(Extracted records)
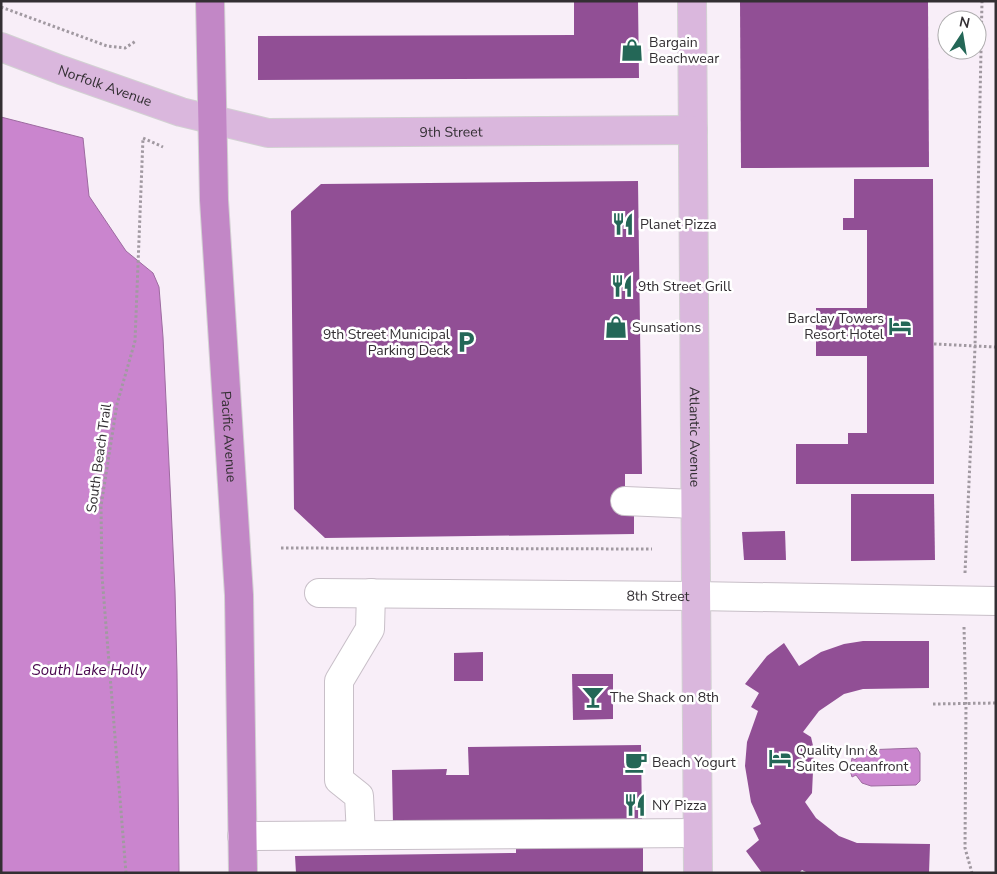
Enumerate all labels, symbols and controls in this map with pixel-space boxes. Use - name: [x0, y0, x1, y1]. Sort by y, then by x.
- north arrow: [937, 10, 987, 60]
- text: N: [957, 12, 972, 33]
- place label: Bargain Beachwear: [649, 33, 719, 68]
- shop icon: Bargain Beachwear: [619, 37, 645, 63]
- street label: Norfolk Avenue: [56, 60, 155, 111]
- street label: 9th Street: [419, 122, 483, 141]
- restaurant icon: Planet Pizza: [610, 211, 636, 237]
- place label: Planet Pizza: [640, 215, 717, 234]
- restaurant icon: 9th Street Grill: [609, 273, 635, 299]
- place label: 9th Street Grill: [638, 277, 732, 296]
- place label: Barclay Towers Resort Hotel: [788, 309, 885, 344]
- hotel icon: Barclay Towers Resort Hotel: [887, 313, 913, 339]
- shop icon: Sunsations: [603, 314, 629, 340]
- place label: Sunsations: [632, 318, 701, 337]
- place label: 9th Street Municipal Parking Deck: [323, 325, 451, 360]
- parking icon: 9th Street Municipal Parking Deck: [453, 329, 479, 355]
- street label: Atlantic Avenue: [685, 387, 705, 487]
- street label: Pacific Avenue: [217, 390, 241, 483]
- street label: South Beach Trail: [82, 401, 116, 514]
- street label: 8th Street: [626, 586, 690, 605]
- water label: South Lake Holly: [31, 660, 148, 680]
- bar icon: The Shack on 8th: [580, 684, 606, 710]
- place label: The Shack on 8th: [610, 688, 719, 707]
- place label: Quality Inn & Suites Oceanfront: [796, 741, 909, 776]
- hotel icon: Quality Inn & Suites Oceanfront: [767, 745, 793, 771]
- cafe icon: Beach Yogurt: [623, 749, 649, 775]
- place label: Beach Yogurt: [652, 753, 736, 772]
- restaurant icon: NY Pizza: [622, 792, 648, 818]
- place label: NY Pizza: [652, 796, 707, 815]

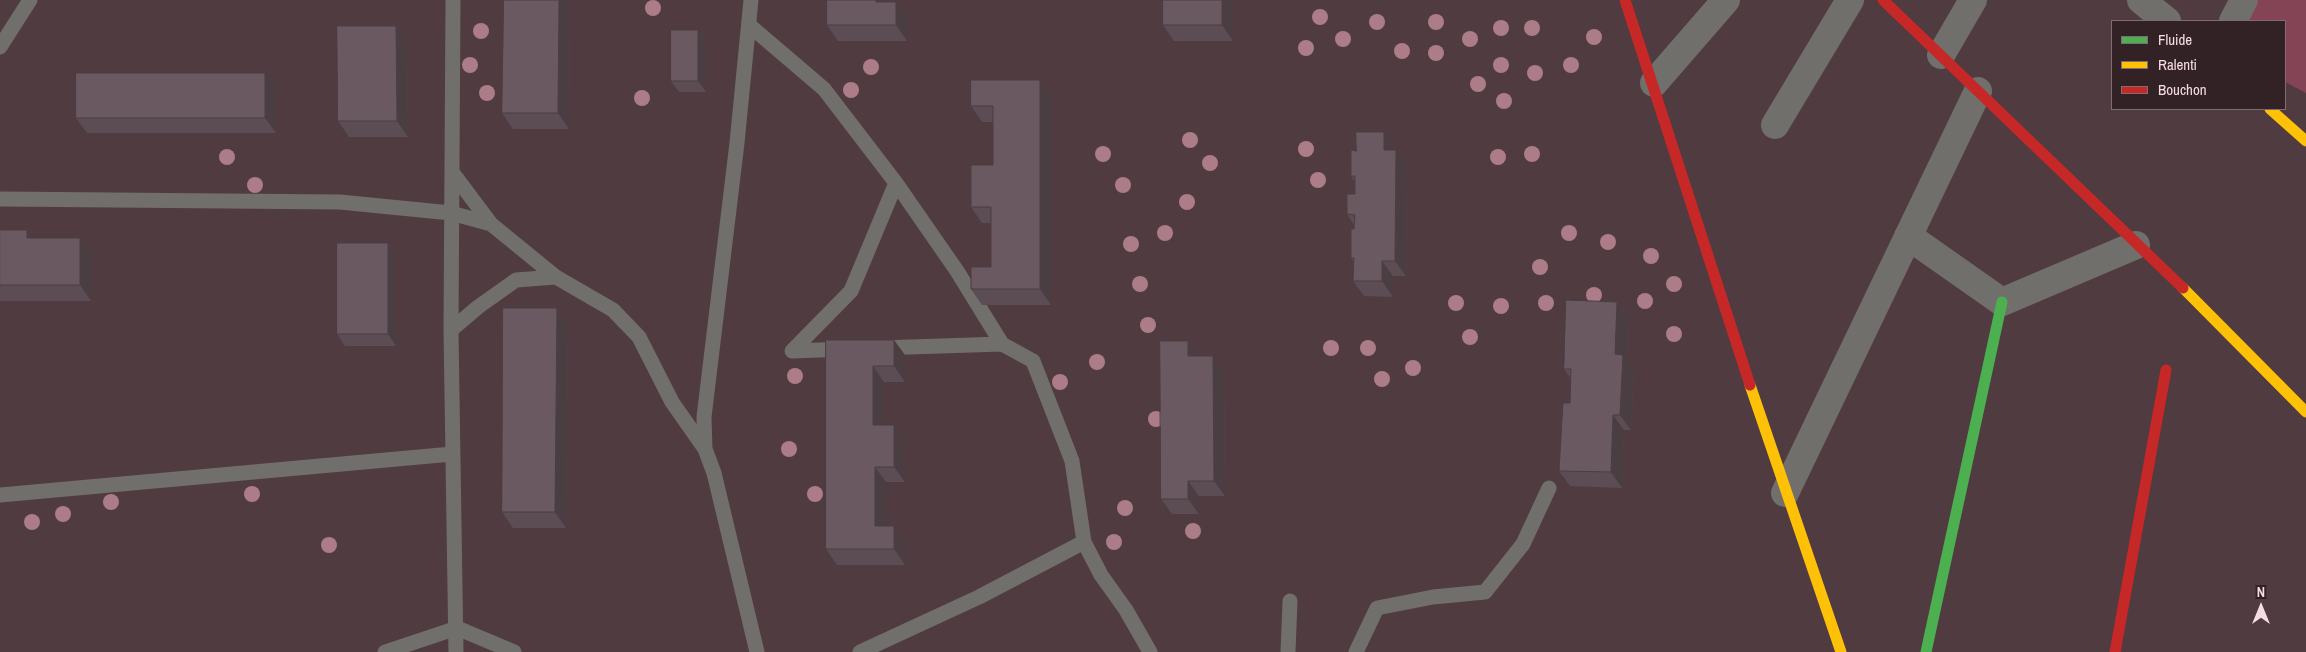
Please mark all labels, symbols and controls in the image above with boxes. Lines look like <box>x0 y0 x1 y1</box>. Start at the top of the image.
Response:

DESCRIPTION OF THE TASK: The records above should be copied word for word, with the pictures left out.

EXERCISE SOLUTION:
Enumerate all labels, symbols and controls in this map with pixel-space boxes. Use - name: [x0, y0, x1, y1]. Sort by y, then by x.
- north arrow: [937, 10, 987, 60]
- text: N: [957, 12, 972, 33]
- place label: Bargain Beachwear: [649, 33, 719, 68]
- shop icon: Bargain Beachwear: [619, 37, 645, 63]
- street label: Norfolk Avenue: [56, 60, 155, 111]
- street label: 9th Street: [419, 122, 483, 141]
- restaurant icon: Planet Pizza: [610, 211, 636, 237]
- place label: Planet Pizza: [640, 215, 717, 234]
- restaurant icon: 9th Street Grill: [609, 273, 635, 299]
- place label: 9th Street Grill: [638, 277, 732, 296]
- place label: Barclay Towers Resort Hotel: [788, 309, 885, 344]
- hotel icon: Barclay Towers Resort Hotel: [887, 313, 913, 339]
- shop icon: Sunsations: [603, 314, 629, 340]
- place label: Sunsations: [632, 318, 701, 337]
- place label: 9th Street Municipal Parking Deck: [323, 325, 451, 360]
- parking icon: 9th Street Municipal Parking Deck: [453, 329, 479, 355]
- street label: Atlantic Avenue: [685, 387, 705, 487]
- street label: Pacific Avenue: [217, 390, 241, 483]
- street label: South Beach Trail: [82, 401, 116, 514]
- street label: 8th Street: [626, 586, 690, 605]
- water label: South Lake Holly: [31, 660, 148, 680]
- bar icon: The Shack on 8th: [580, 684, 606, 710]
- place label: The Shack on 8th: [610, 688, 719, 707]
- place label: Quality Inn & Suites Oceanfront: [796, 741, 909, 776]
- hotel icon: Quality Inn & Suites Oceanfront: [767, 745, 793, 771]
- cafe icon: Beach Yogurt: [623, 749, 649, 775]
- place label: Beach Yogurt: [652, 753, 736, 772]
- restaurant icon: NY Pizza: [622, 792, 648, 818]
- place label: NY Pizza: [652, 796, 707, 815]

Please mark all labels, symbols and controls in the image above with boxes. Lines look like <box>x0 y0 x1 y1</box>. Start at the top of the image.
Response:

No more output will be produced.